◆ WHAT TO WORK ON
Whichever lines of the entries hold the word "bottom" should be identified and copied.

== RECORDS PROVIDED ==

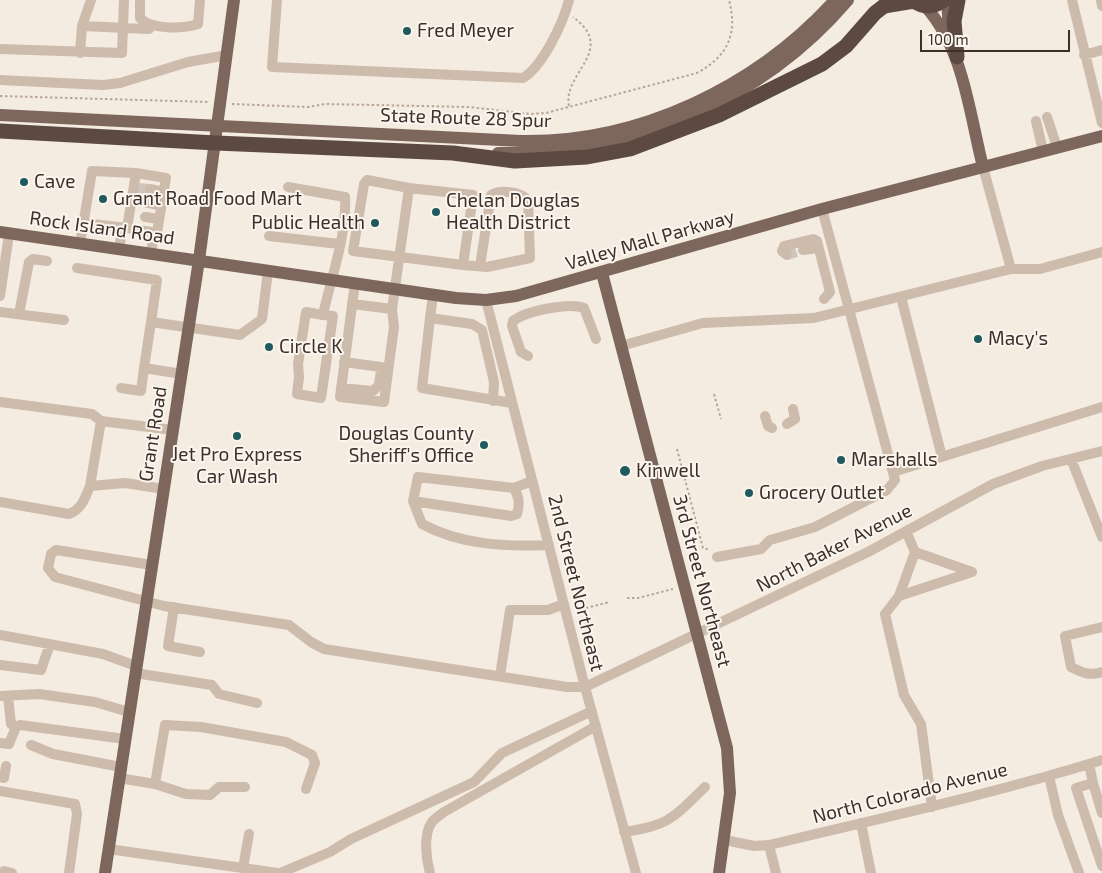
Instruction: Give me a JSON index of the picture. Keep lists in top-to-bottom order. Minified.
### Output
{"streets":{"main road":["State Route 28 Spur","Rock Island Road","Valley Mall Parkway","Grant Road","3rd Street Northeast"],"street":["North Baker Avenue","2nd Street Northeast","North Colorado Avenue"]},"crossings":[["State Route 28 Spur","Grant Road"],["Rock Island Road","Valley Mall Parkway"],["Rock Island Road","Grant Road"],["Valley Mall Parkway","Grant Road"],["Valley Mall Parkway","3rd Street Northeast"],["Valley Mall Parkway","2nd Street Northeast"],["North Baker Avenue","3rd Street Northeast"],["North Baker Avenue","2nd Street Northeast"],["3rd Street Northeast","North Colorado Avenue"]],"places":["Fred Meyer","Cave","Grant Road Food Mart","Chelan Douglas Health District","Public Health","Macy's","Circle K","Jet Pro Express Car Wash","Douglas County Sheriff's Office","Marshalls","Kinwell","Grocery Outlet"],"scale_bar":"100 m"}
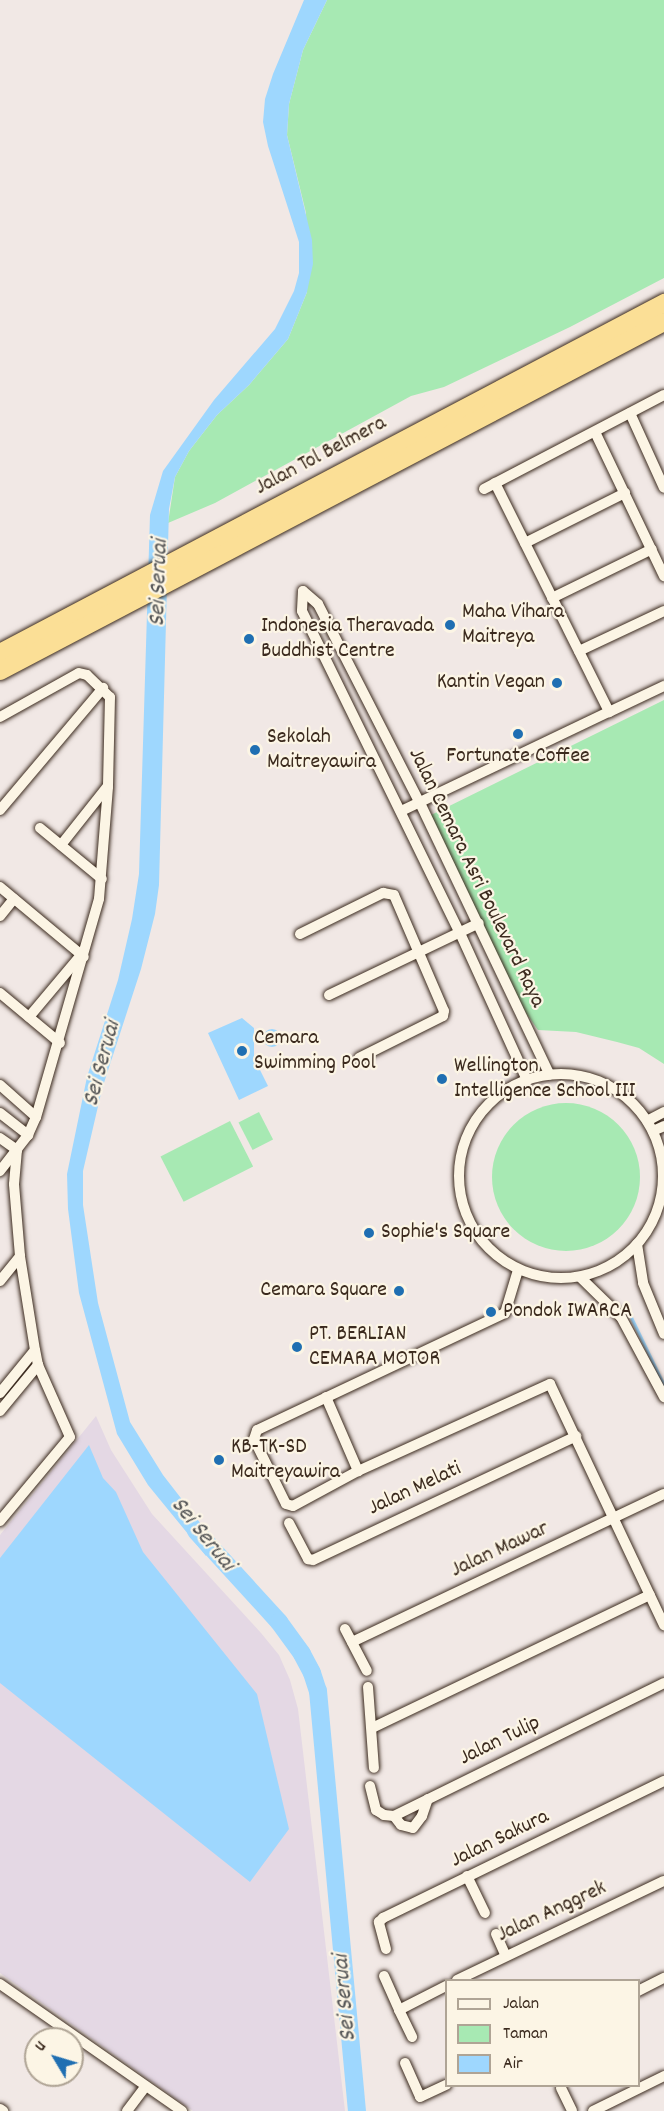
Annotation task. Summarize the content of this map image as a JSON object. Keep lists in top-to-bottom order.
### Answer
{
  "streets": {
    "highway": ["Jalan Tol Belmera"],
    "street": [
      "Jalan Cemara Asri Boulevard Raya",
      "Jalan Melati",
      "Jalan Mawar",
      "Jalan Tulip",
      "Jalan Sakura",
      "Jalan Anggrek"
    ]
  },
  "water": ["Sei Seruai"],
  "places": [
    "Maha Vihara Maitreya",
    "Indonesia Theravada Buddhist Centre",
    "Kantin Vegan",
    "Fortunate Coffee",
    "Sekolah Maitreyawira",
    "Cemara Swimming Pool",
    "Wellington Intelligence School III",
    "Sophie's Square",
    "Cemara Square",
    "Pondok IWARCA",
    "PT. BERLIAN CEMARA MOTOR",
    "KB-TK-SD Maitreyawira"
  ],
  "legend": ["Jalan", "Taman", "Air"],
  "north": "top left"
}
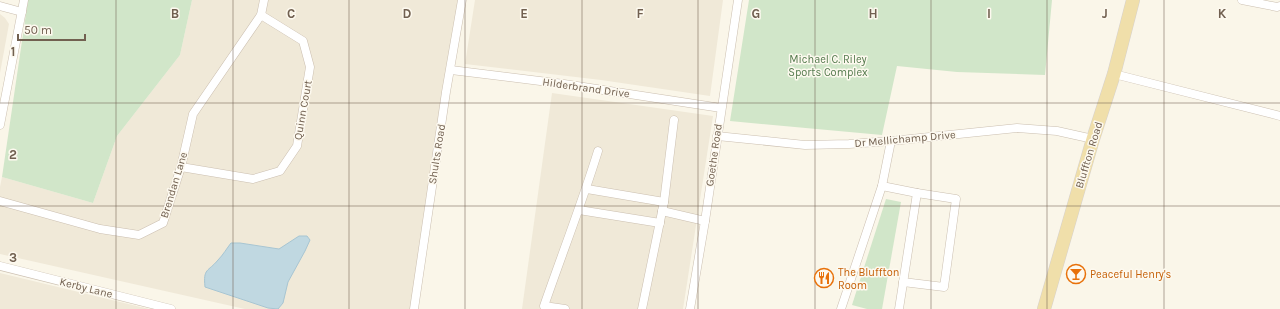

===

◆ TASK RESULT
Instruction: Give me a JSON index of the picture. Keep lists in top-to-bottom order. Minified.
Annotation task. Summarize the content of this map image as a JSON object. Keep lists in top-to-bottom order.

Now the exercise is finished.